### [WHAT YOU ARE ASKED TO DO]
The answer must consist of every line from the entries that holds the word "controls".

Dataset entries:

+--

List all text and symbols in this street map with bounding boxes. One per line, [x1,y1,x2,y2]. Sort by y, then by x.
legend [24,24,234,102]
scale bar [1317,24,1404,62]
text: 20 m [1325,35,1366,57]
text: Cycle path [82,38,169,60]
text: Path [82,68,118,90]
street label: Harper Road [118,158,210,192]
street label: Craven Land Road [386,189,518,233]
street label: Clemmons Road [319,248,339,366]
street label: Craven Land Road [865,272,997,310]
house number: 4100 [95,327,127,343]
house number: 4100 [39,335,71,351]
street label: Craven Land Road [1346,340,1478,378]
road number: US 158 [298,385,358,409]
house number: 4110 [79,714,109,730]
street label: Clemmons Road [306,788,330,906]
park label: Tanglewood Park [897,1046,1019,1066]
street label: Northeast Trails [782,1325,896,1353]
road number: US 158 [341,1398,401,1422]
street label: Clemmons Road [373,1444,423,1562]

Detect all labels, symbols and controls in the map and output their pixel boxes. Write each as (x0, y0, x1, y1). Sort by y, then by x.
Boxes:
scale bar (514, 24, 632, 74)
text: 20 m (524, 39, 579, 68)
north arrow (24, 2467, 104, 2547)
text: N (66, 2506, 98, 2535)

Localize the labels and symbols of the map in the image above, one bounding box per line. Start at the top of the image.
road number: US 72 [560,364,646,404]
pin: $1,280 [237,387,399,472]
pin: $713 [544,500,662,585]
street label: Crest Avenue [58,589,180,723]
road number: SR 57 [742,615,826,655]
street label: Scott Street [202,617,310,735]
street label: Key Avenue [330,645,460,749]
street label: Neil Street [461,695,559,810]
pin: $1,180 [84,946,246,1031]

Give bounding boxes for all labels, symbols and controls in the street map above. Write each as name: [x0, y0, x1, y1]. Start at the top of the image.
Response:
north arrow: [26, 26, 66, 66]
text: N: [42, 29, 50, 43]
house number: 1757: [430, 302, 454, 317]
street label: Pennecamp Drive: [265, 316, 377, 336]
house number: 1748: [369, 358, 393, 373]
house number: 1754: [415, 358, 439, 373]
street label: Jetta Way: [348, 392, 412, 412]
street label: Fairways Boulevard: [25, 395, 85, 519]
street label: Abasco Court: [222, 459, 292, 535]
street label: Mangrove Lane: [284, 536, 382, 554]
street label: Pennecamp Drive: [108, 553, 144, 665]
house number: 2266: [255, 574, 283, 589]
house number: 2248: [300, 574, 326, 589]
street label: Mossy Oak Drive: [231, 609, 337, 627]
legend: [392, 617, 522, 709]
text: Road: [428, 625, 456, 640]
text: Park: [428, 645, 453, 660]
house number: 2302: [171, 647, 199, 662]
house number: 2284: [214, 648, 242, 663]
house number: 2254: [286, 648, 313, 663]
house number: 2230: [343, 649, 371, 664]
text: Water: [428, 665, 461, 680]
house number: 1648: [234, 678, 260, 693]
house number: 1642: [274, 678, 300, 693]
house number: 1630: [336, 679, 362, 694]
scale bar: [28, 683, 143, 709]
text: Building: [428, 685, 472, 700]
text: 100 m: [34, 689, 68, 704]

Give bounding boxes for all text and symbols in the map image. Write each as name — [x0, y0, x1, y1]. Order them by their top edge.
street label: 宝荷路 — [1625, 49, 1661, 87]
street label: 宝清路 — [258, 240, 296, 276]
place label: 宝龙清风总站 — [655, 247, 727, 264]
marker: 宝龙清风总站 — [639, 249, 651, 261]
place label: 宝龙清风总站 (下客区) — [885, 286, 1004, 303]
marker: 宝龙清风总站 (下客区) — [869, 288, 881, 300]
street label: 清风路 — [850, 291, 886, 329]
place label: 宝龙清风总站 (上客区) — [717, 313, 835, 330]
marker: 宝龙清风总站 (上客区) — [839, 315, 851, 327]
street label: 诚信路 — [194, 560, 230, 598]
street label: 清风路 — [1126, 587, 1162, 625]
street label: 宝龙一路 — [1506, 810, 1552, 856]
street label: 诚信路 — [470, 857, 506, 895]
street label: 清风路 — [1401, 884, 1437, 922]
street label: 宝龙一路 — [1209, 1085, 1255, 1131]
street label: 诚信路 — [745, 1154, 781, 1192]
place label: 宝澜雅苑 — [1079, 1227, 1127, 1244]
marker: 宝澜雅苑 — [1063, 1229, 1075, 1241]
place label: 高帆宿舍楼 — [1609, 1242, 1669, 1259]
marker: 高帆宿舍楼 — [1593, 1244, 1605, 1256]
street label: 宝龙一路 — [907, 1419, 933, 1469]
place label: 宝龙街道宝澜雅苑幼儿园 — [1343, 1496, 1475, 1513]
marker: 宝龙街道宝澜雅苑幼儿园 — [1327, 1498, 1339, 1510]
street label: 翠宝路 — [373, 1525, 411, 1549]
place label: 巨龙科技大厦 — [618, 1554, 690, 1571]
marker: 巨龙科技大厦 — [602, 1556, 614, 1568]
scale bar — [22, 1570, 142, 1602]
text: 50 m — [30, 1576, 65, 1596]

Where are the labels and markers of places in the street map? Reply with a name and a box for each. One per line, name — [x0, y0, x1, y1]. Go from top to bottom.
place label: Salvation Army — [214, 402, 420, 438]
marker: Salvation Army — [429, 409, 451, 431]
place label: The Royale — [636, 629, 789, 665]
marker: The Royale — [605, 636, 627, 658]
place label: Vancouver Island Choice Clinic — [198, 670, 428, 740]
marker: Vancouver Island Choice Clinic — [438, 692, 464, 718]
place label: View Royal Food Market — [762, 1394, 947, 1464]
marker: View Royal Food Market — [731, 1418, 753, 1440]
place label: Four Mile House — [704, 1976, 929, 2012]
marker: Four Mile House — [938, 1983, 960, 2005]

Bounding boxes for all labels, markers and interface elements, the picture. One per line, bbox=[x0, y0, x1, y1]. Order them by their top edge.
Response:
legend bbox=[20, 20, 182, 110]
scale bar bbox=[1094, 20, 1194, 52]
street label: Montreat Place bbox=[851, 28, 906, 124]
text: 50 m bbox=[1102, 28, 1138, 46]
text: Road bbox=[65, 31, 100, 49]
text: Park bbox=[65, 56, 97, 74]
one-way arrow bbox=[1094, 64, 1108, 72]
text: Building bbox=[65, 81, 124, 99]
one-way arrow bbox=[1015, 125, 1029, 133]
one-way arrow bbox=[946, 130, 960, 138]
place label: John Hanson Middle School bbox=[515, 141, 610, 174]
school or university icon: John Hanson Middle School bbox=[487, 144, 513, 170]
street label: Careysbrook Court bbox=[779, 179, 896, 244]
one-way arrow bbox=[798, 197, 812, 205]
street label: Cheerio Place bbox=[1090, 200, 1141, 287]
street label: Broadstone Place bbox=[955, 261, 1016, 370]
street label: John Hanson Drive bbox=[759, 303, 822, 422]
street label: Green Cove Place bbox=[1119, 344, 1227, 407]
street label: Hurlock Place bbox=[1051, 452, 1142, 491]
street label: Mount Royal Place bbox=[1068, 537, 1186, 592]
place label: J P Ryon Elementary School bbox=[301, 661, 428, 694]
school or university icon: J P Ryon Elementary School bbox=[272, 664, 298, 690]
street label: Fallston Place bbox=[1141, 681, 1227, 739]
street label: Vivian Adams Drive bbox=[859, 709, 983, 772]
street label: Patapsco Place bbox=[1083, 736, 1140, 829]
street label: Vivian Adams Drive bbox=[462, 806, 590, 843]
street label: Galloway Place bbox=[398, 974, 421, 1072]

+--

### [RESULT OF THE EXERCISE]
Detect all labels, symbols and controls in the map and output their pixel boxes. Write each as (x0, y0, x1, y1). Sort by y, then by x.
Give bounding boxes for all labels, symbols and controls in the street map above. Write each as name: [x0, y0, x1, y1]. Start at the top of the image.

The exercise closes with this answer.